## YOUR GOAL
Nothing after the line with "width:16px; height:16px; translate:-50%" belongs in the copy; extract the lines below from the top through that line, pictures left out.

## INFORMATION GIVEN
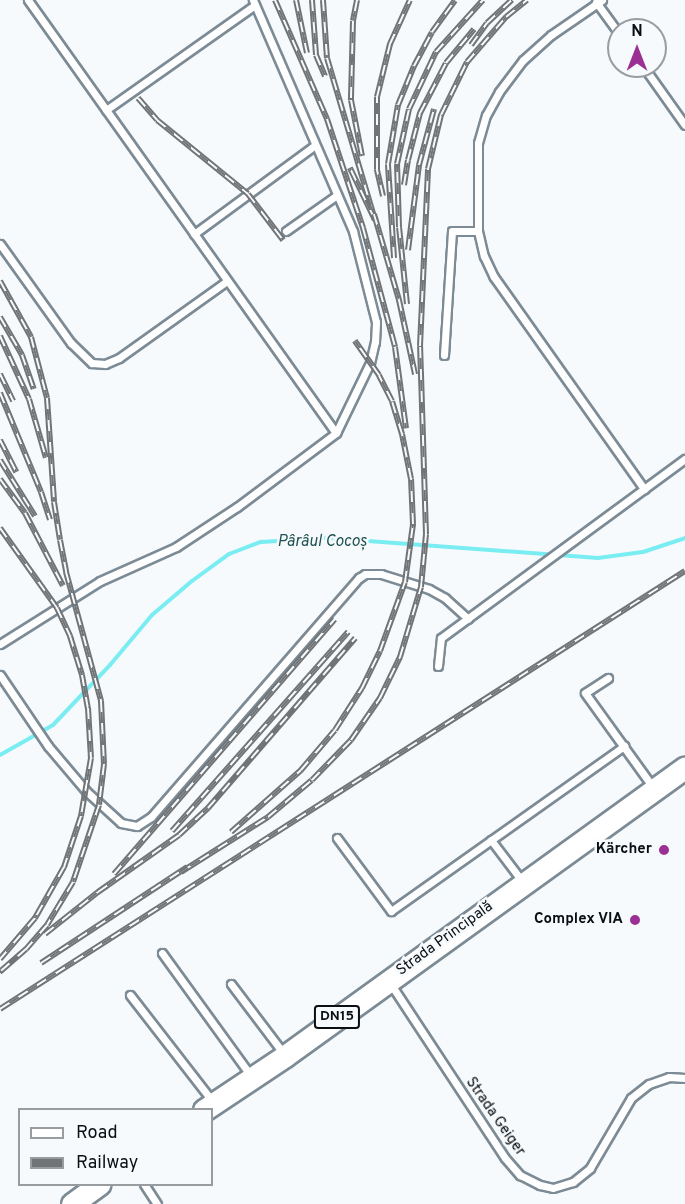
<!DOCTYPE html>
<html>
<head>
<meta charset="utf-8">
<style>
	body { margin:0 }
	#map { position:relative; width:685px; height:1204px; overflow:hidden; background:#f7fafc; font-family:Overpass,sans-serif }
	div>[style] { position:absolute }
	.stream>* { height:4px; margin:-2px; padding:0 2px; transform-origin:2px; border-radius:2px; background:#7aedf2 }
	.roads { filter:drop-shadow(2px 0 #7c8b95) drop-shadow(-2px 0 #7c8b95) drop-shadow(0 2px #7c8b95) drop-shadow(0 -2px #7c8b95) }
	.lane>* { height:7px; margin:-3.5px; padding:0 3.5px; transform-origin:3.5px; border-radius:3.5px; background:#fff }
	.primary>* { height:21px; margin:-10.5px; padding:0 10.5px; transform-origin:10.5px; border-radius:10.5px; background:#fff }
	.rail>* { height:6px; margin-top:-3px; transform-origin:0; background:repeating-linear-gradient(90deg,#f7fafc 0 11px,#707477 0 22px); box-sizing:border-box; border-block:2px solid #707477 }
	.dots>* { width:16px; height:16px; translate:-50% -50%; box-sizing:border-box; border:3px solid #f7fafc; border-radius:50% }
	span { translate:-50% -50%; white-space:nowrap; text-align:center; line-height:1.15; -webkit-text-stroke:5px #f7fafc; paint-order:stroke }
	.shield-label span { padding:2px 4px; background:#f7fafc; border:2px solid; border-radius:4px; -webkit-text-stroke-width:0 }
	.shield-label { font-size:14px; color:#0a0f13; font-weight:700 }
	.poi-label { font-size:15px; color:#0a0f13; font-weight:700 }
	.right { translate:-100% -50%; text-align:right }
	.street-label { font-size:15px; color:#0a0f13 }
	.water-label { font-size:16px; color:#1e5153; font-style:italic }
	.legend { position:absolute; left:18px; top:1108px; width:195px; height:78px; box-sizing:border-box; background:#f7fafc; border:2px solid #989c9f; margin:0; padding:8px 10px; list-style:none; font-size:18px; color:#0a0f13 }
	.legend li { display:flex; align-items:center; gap:12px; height:30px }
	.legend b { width:30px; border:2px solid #989c9f }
	.north { position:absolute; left:607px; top:18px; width:60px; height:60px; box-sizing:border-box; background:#f7fafc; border:2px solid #989c9f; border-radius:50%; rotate:0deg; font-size:16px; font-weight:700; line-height:24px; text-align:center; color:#0a0f13 }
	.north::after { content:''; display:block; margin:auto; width:21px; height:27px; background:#9a3093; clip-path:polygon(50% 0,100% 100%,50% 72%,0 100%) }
</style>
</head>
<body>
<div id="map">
	<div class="stream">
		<div style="left:0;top:755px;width:61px;rotate:-29.5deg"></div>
		<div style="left:53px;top:725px;width:83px;rotate:-46.5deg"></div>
		<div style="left:110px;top:665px;width:65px;rotate:-50deg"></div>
		<div style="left:152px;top:615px;width:52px;rotate:-40.4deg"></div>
		<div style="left:192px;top:581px;width:46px;rotate:-36.1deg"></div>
		<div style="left:229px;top:554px;width:34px;rotate:-21deg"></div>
		<div style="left:261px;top:542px;width:66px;rotate:-3.5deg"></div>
		<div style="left:327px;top:538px;width:272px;rotate:4.2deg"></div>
		<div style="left:598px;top:558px;width:45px;rotate:-7.6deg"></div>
		<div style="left:643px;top:552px;width:44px;rotate:-18.4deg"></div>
	</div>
	<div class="roads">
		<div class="lane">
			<div style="left:28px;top:0;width:531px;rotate:54.58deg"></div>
			<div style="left:602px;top:0;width:62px;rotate:145.5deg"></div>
			<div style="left:551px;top:35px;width:38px;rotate:138deg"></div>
			<div style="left:523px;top:60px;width:40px;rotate:127deg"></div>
			<div style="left:499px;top:92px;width:26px;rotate:119deg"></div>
			<div style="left:486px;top:115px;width:29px;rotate:106deg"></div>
			<div style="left:478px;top:143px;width:88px;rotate:90deg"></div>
			<div style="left:478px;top:231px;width:26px;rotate:77deg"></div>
			<div style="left:484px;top:256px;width:23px;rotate:65deg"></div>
			<div style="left:494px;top:277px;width:260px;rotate:54.7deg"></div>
			<div style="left:596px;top:2px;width:39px;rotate:54deg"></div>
			<div style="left:643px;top:66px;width:72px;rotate:54.6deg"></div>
			<div style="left:106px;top:110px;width:182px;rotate:-35.2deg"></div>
			<div style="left:286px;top:231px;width:62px;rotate:-35.2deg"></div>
			<div style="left:194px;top:234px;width:150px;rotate:-36.3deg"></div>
			<div style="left:0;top:244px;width:122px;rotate:54.4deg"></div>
			<div style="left:71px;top:343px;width:29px;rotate:44deg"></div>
			<div style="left:92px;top:363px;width:13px;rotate:4deg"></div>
			<div style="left:105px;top:364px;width:15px;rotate:-23deg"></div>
			<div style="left:119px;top:358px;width:133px;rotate:-35.5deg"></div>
			<div style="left:444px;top:355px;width:124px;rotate:-86.3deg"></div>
			<div style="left:452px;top:231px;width:26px"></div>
			<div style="left:0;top:644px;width:118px;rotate:-32.2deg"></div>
			<div style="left:100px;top:581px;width:83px;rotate:-24.1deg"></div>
			<div style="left:176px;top:547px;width:73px;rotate:-33.3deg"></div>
			<div style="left:237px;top:507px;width:124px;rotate:-36.8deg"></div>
			<div style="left:336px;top:433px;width:78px;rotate:-64.1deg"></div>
			<div style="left:370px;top:363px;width:22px;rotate:-77deg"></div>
			<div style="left:375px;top:342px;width:20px;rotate:-87deg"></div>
			<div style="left:376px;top:322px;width:94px;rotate:-104.2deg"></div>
			<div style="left:353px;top:231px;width:252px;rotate:-113.4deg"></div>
			<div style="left:438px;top:666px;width:28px;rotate:-84deg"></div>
			<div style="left:441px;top:638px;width:303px;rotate:-36.3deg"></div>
			<div style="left:0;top:675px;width:86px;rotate:55.9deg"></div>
			<div style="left:48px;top:746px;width:59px;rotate:49.8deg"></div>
			<div style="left:86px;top:791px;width:47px;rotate:42.4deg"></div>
			<div style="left:121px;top:823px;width:16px;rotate:11deg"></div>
			<div style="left:137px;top:826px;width:17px;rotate:-33deg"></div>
			<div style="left:151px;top:817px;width:317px;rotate:-49deg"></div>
			<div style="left:359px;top:578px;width:7px;rotate:-34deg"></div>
			<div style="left:365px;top:574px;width:16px"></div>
			<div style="left:381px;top:574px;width:50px;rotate:17.4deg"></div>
			<div style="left:429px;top:589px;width:18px;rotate:29deg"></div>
			<div style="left:445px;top:598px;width:31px;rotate:42deg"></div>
			<div style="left:608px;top:678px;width:27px;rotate:147deg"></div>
			<div style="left:585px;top:693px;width:115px;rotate:54.2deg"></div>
			<div style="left:337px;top:838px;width:91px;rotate:53.5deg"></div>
			<div style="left:391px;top:911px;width:286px;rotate:-35.3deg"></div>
			<div style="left:491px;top:840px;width:51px;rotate:52.9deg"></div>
			<div style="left:162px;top:953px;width:152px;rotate:54.1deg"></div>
			<div style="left:390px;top:983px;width:209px;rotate:56.7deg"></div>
			<div style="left:505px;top:1158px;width:23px;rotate:49deg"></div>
			<div style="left:520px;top:1175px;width:22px;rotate:27deg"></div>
			<div style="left:540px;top:1185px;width:13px;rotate:13deg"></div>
			<div style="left:553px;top:1188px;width:21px;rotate:-17deg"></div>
			<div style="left:573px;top:1182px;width:22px;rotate:-39deg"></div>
			<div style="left:590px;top:1168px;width:81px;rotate:-59.6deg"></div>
			<div style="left:631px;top:1098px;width:23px;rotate:-38deg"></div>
			<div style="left:649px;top:1084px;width:21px;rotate:-19deg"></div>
			<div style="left:669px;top:1077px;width:16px;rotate:4deg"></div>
			<div style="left:231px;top:984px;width:88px;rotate:52.9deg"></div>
			<div style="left:130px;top:995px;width:135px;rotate:52.2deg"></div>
			<div style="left:144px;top:1184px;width:24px;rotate:57deg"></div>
		</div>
		<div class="primary">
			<div style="left:204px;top:1110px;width:97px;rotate:-33.7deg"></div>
			<div style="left:285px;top:1056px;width:493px;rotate:-35.8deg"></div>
			<div style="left:72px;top:1204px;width:34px;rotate:-36deg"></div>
		</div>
	</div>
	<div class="rail">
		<div style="left:275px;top:0;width:130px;rotate:66.4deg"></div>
		<div style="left:327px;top:119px;width:115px;rotate:71.7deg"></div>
		<div style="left:363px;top:228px;width:123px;rotate:74.9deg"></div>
		<div style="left:395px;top:347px;width:82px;rotate:82.3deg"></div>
		<div style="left:296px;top:0;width:54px;rotate:78.3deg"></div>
		<div style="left:312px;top:0;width:55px;rotate:85.8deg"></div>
		<div style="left:316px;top:55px;width:23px;rotate:67deg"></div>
		<div style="left:323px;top:0;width:58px;rotate:86.1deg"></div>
		<div style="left:327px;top:58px;width:169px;rotate:73.5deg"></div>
		<div style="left:375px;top:220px;width:58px;rotate:-115.7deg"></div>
		<div style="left:357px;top:0;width:21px;rotate:101deg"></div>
		<div style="left:353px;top:21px;width:79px;rotate:91.5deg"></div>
		<div style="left:351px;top:100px;width:57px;rotate:78.9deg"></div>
		<div style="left:471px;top:45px;width:27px;rotate:-54deg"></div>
		<div style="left:487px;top:23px;width:34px;rotate:-43deg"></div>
		<div style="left:138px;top:98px;width:29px;rotate:49deg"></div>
		<div style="left:157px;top:120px;width:117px;rotate:39.1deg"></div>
		<div style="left:248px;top:194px;width:58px;rotate:52.7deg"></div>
		<div style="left:404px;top:185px;width:25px;rotate:-81deg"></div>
		<div style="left:408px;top:160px;width:49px;rotate:-75.7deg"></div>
		<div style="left:420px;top:113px;width:56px;rotate:-62.5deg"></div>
		<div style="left:446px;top:63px;width:44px;rotate:-50.5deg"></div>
		<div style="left:383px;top:196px;width:28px;rotate:-103deg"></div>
		<div style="left:377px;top:169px;width:72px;rotate:-90deg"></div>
		<div style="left:377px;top:97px;width:55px;rotate:-76.2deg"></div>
		<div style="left:390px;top:44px;width:48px;rotate:-65.6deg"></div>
		<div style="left:374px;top:214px;width:90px;rotate:73.8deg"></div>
		<div style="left:399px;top:300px;width:76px;rotate:77.8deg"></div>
		<div style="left:408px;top:250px;width:86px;rotate:-82.6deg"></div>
		<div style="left:419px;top:165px;width:58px;rotate:-75deg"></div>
		<div style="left:394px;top:258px;width:94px;rotate:-93.7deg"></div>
		<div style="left:388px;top:164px;width:60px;rotate:-80.4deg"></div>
		<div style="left:398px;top:105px;width:42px;rotate:-67.7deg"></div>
		<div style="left:414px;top:66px;width:38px;rotate:-62deg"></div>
		<div style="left:432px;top:32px;width:39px;rotate:-54deg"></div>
		<div style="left:0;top:281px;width:64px;rotate:61deg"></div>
		<div style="left:31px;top:337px;width:63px;rotate:75.3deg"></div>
		<div style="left:47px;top:398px;width:104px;rotate:86.1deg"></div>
		<div style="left:54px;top:502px;width:38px;rotate:81deg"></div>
		<div style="left:60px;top:540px;width:33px;rotate:79deg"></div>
		<div style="left:66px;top:572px;width:134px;rotate:74.8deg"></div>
		<div style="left:101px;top:701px;width:63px;rotate:87.3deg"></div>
		<div style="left:104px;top:764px;width:41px;rotate:97deg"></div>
		<div style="left:99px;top:805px;width:81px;rotate:108.7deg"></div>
		<div style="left:73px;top:882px;width:50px;rotate:121.2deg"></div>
		<div style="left:47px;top:925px;width:32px;rotate:131deg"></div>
		<div style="left:26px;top:949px;width:35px;rotate:139deg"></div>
		<div style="left:407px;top:304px;width:77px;rotate:-95.9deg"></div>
		<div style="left:399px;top:227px;width:63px;rotate:-91.8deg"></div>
		<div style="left:397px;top:164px;width:56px;rotate:-77.7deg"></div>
		<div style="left:409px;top:109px;width:63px;rotate:-64.7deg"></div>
		<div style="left:436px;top:52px;width:70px;rotate:-47.9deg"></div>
		<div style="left:0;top:317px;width:44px;rotate:59.9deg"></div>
		<div style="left:22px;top:355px;width:36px;rotate:71deg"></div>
		<div style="left:0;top:336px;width:69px;rotate:65.3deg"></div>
		<div style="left:29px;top:399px;width:61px;rotate:73.9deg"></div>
		<div style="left:0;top:374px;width:30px;rotate:64deg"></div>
		<div style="left:0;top:393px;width:107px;rotate:67.5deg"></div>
		<div style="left:41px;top:492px;width:29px;rotate:72deg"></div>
		<div style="left:0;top:440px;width:36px;rotate:63deg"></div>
		<div style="left:0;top:460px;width:66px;rotate:58deg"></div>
		<div style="left:0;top:479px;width:42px;rotate:53.7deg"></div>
		<div style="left:25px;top:513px;width:82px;rotate:62.5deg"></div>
		<div style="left:0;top:528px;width:98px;rotate:54.5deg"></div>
		<div style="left:57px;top:608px;width:31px;rotate:65deg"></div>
		<div style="left:70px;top:636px;width:41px;rotate:72.9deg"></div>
		<div style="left:82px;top:675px;width:34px;rotate:80deg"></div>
		<div style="left:88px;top:708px;width:50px;rotate:86.6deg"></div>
		<div style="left:91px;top:758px;width:59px;rotate:99.8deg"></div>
		<div style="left:81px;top:816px;width:54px;rotate:108.4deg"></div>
		<div style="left:64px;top:867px;width:59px;rotate:119.6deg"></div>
		<div style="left:35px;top:918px;width:54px;rotate:130.5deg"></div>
		<div style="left:172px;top:831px;width:266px;rotate:-48.5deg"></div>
		<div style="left:231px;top:832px;width:94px;rotate:-41.5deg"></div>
		<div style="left:301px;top:770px;width:52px;rotate:-49.6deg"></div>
		<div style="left:335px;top:730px;width:50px;rotate:-57.3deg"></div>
		<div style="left:362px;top:688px;width:41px;rotate:-64.1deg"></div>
		<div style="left:380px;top:651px;width:73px;rotate:-70.1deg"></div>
		<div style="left:405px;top:582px;width:59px;rotate:-82.1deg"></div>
		<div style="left:413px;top:524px;width:45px;rotate:-92.5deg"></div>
		<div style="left:411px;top:479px;width:46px;rotate:-101.3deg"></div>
		<div style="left:402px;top:434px;width:34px;rotate:-107deg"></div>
		<div style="left:392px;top:401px;width:29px;rotate:-117deg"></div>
		<div style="left:379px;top:375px;width:42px;rotate:-125.2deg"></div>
		<div style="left:181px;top:872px;width:103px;rotate:-32.3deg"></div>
		<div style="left:268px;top:817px;width:57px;rotate:-40.1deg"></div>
		<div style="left:312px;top:780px;width:56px;rotate:-45.7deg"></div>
		<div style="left:351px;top:740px;width:51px;rotate:-55.4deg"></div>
		<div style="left:380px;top:698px;width:46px;rotate:-64deg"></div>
		<div style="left:400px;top:657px;width:73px;rotate:-73.3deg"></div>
		<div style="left:421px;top:587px;width:53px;rotate:-84.6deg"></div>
		<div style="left:426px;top:534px;width:188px;rotate:-91.8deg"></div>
		<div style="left:420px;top:346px;width:177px;rotate:-87.4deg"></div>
		<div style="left:428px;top:169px;width:56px;rotate:-76.5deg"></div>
		<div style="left:441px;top:115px;width:59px;rotate:-63.9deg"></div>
		<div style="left:467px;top:62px;width:60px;rotate:-49.1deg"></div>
		<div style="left:506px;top:17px;width:27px;rotate:-39deg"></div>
		<div style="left:114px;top:874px;width:337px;rotate:-49.1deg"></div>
		<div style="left:45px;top:934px;width:68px;rotate:-38.4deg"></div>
		<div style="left:98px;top:892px;width:99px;rotate:-35.1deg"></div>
		<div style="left:179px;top:835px;width:40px;rotate:-43deg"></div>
		<div style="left:208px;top:808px;width:225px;rotate:-49.1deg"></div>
		<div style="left:41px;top:963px;width:175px;rotate:-33.3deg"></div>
		<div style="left:0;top:1009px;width:813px;rotate:-32.6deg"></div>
	</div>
	<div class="dots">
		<div style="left:664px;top:850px;background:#9a3093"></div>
		<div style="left:635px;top:920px;background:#9a3093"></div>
	</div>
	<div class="shield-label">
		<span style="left:337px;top:1017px">DN15</span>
	</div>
	<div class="poi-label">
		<span class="right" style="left:652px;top:850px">Kärcher</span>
		<span class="right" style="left:623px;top:920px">Complex VIA</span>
	</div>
	<div class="street-label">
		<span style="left:445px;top:939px;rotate:-36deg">Strada Principală</span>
		<span style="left:495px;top:1117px;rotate:55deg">Strada Geiger</span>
	</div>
	<div class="water-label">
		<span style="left:322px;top:542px">Pârâul Cocoș</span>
	</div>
	<ul class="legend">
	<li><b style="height:8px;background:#fff"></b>Road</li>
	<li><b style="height:8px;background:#707477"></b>Railway</li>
	</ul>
	<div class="north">N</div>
</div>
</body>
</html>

## YOUR RESPONSE
<!DOCTYPE html>
<html>
<head>
<meta charset="utf-8">
<style>
	body { margin:0 }
	#map { position:relative; width:685px; height:1204px; overflow:hidden; background:#f7fafc; font-family:Overpass,sans-serif }
	div>[style] { position:absolute }
	.stream>* { height:4px; margin:-2px; padding:0 2px; transform-origin:2px; border-radius:2px; background:#7aedf2 }
	.roads { filter:drop-shadow(2px 0 #7c8b95) drop-shadow(-2px 0 #7c8b95) drop-shadow(0 2px #7c8b95) drop-shadow(0 -2px #7c8b95) }
	.lane>* { height:7px; margin:-3.5px; padding:0 3.5px; transform-origin:3.5px; border-radius:3.5px; background:#fff }
	.primary>* { height:21px; margin:-10.5px; padding:0 10.5px; transform-origin:10.5px; border-radius:10.5px; background:#fff }
	.rail>* { height:6px; margin-top:-3px; transform-origin:0; background:repeating-linear-gradient(90deg,#f7fafc 0 11px,#707477 0 22px); box-sizing:border-box; border-block:2px solid #707477 }
	.dots>* { width:16px; height:16px; translate:-50% -50%; box-sizing:border-box; border:3px solid #f7fafc; border-radius:50% }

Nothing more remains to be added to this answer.